Sunday June 25 2006, 13:00

Image degradation

The photographs in this exhibition are from my personal collection and were taken between 35-45 years ago. The negatives were recently digitized and the resulting image files are now conveniently available for online display. Despite the immaturity of the photographer, the photographs are apparently of some interest simply because they are views onto the past, something we collectively seem to find fascinating. This collective fascination with old photographs has engaged at least one dramatist and several semiotics theorists.

In Stephen Poliakov's "Shooting the Past" [1], we are invited to think about photographs as pieces of our personal histories, each telling part of our story: our collections of old photographs are now starting to tell the story of humankind in the same way.

Olivia Lahs-Gonzales [2] provides a summary of the position from semiotics: Photographs capture moments in time and play them back for us through our own experiences, memories and transactions. They are, as the French theorist Roland Barthes describes them, a superimposition "of reality and of the past". When looking at photographs of the long-dead or places that we have never visited, we are caught in a moment that is not quite now and not quite then. We see through the eyes of the photographer a past that is brought into the present.

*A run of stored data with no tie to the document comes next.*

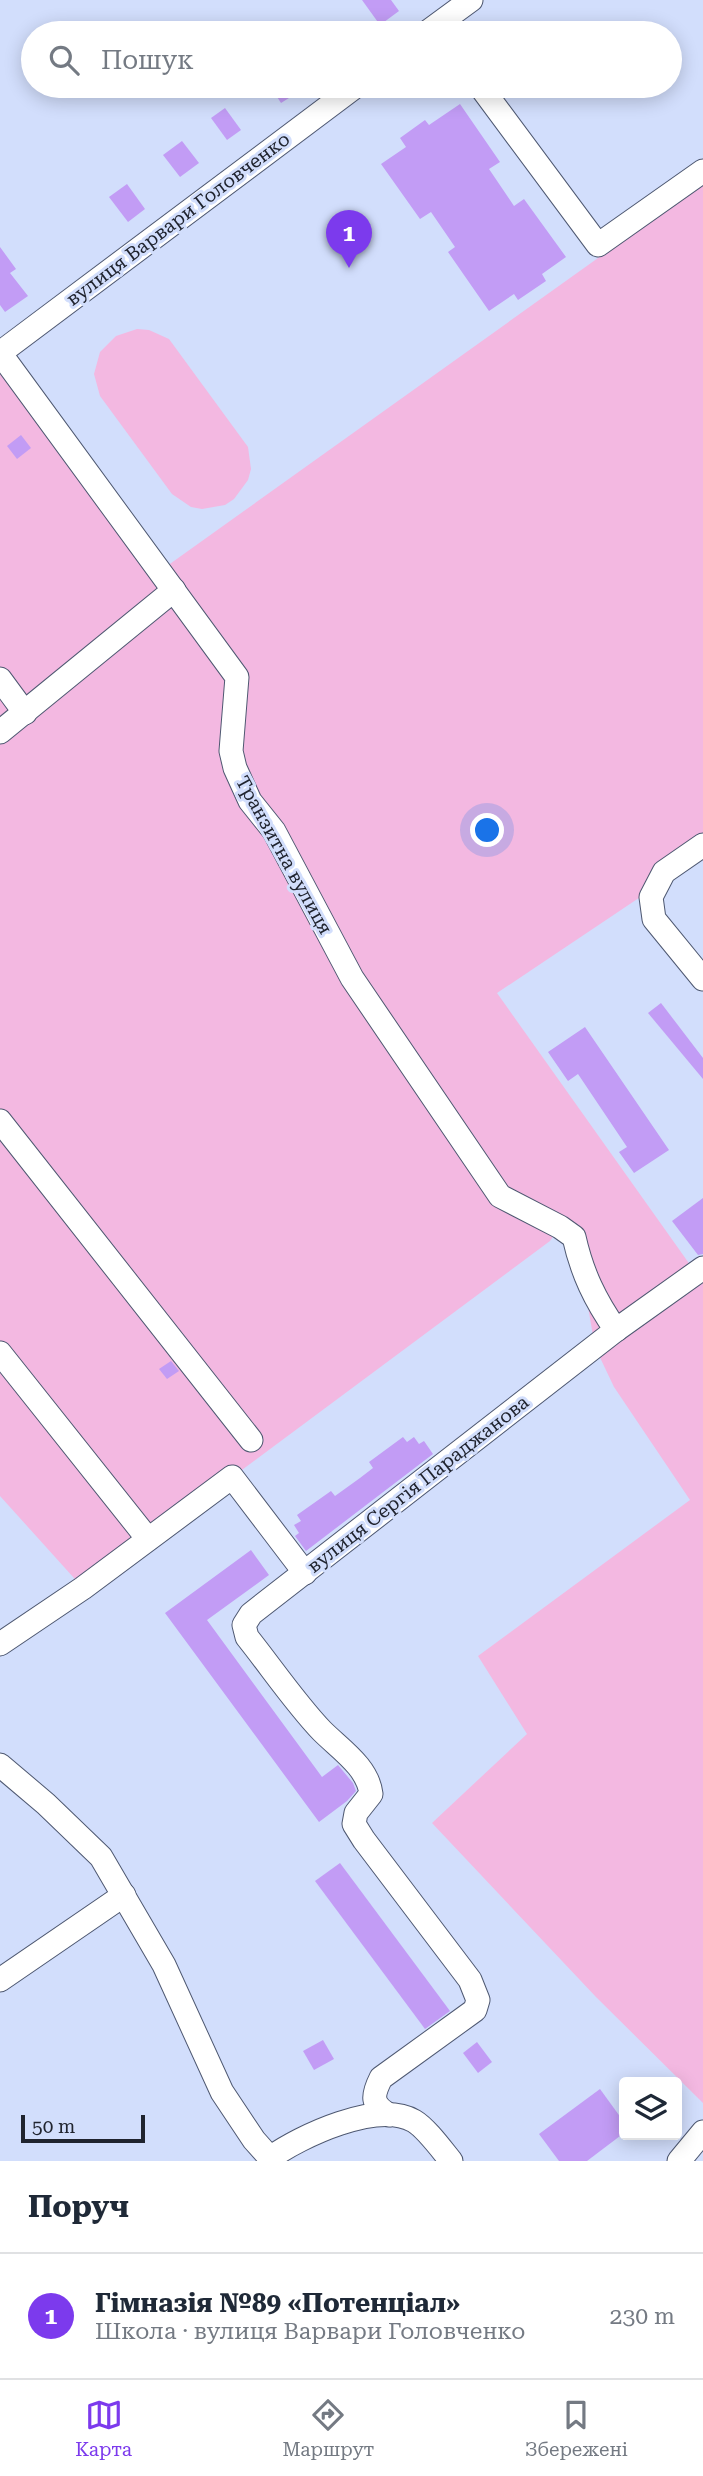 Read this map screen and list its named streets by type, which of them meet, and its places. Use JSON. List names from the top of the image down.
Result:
{
  "streets": {
    "street": ["вулиця Варвари Головченко", "Транзитна вулиця", "вулиця Сергія Параджанова"]
  },
  "crossings": [
    ["вулиця Варвари Головченко", "Транзитна вулиця"],
    ["Транзитна вулиця", "вулиця Сергія Параджанова"]
  ],
  "scale_bar": "50 m",
  "page": {
    "search": "Пошук",
    "pins": "1",
    "scale": "50 m",
    "heading": "Поруч",
    "list": [
      {
        "mark": "1",
        "name": "Гімназія №89 «Потенціал»",
        "note": "Школа · вулиця Варвари Головченко",
        "value": "230 m"
      }
    ],
    "nav": ["Карта", "Маршрут", "Збережені"]
  }
} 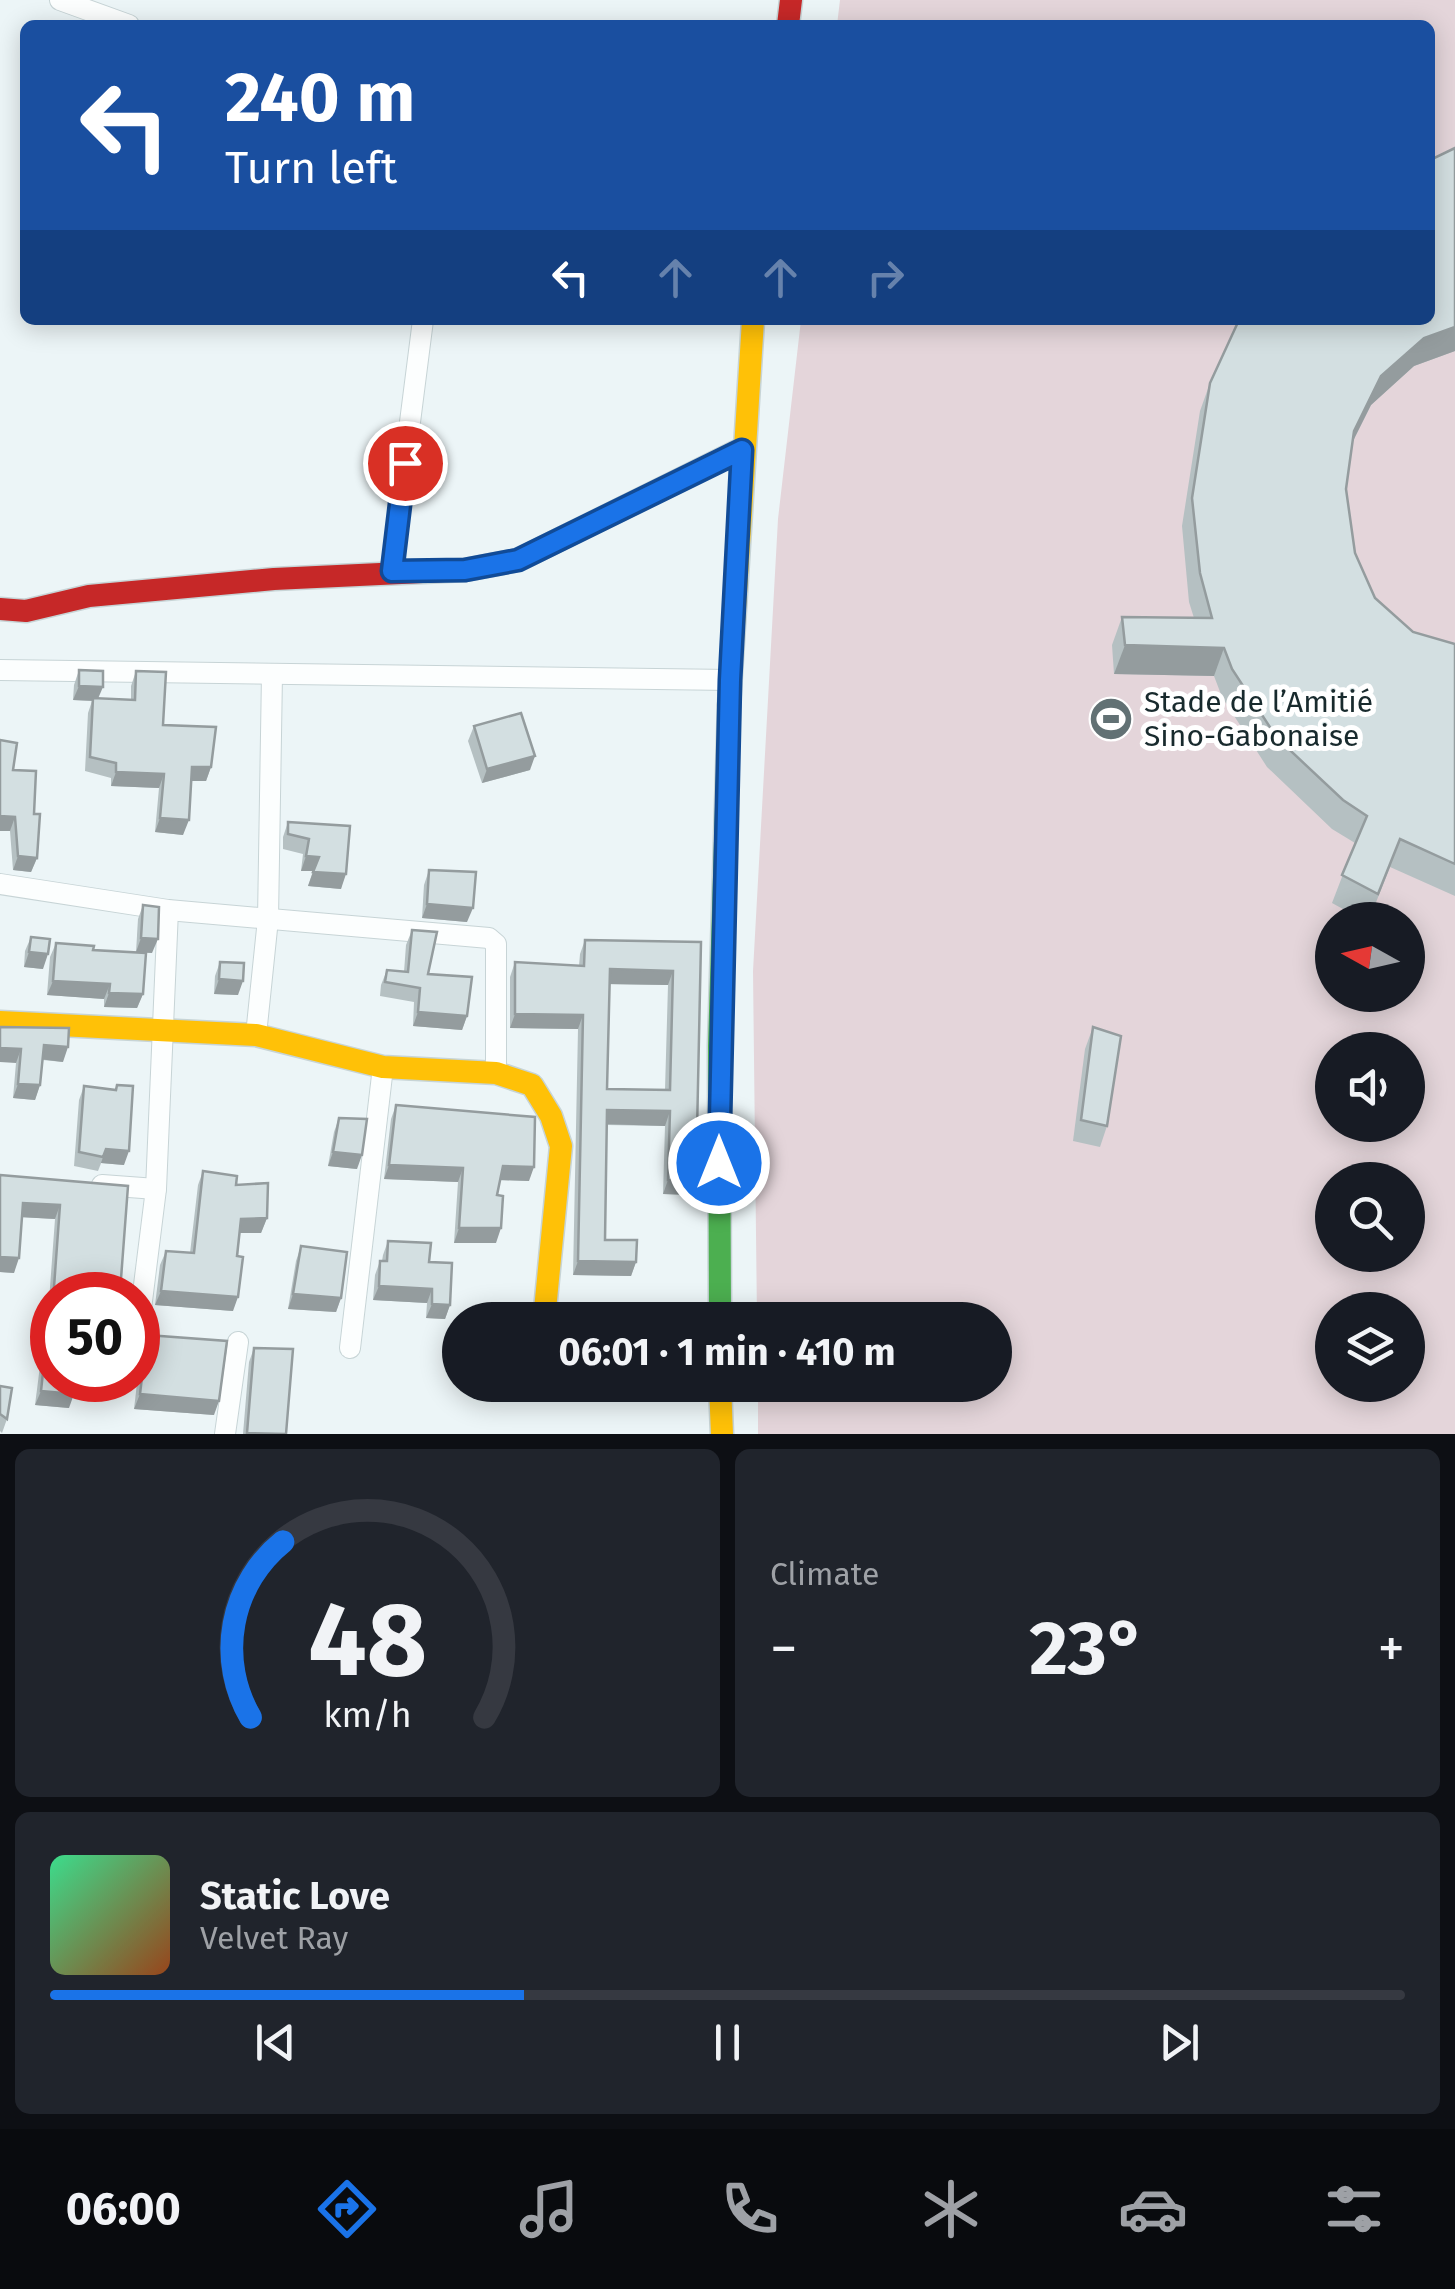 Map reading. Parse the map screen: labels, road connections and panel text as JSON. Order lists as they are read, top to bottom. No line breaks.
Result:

More formally, Vivian Sobchack [3] writes that "the photograph's fascination is that it is a figure of transcendental time made available against the ground of a lived and finite temporality". According to Philippe Dubois [4] "the photograph is an index, more specifically, a trace left behind by the referent itself". As an index, the photograph is able to transcend the parameters of time and space which constrain the referent. To paraphrase Goran Sonesson [5], the photograph stands for a referent which has vanished from the scene, the photographic signifier is omnitemporal and omnispatial, tokens of its type being able to be instantiated at any time and place.

Timber wharf
Timber wharf, 1969, Great Yarmouth.

One of the observations to be made in this exhibition is that the material realisation of the photographic signifier is affected by entropy: photographs degrade, be they prints or negatives. They may degrade more slowly than their referents but they still degrade, their temporal transcendence is limited --- and when we're all wielding holographic cameras, two-dimensional indexes will probably seem just as quaint and dated as the scene they depict.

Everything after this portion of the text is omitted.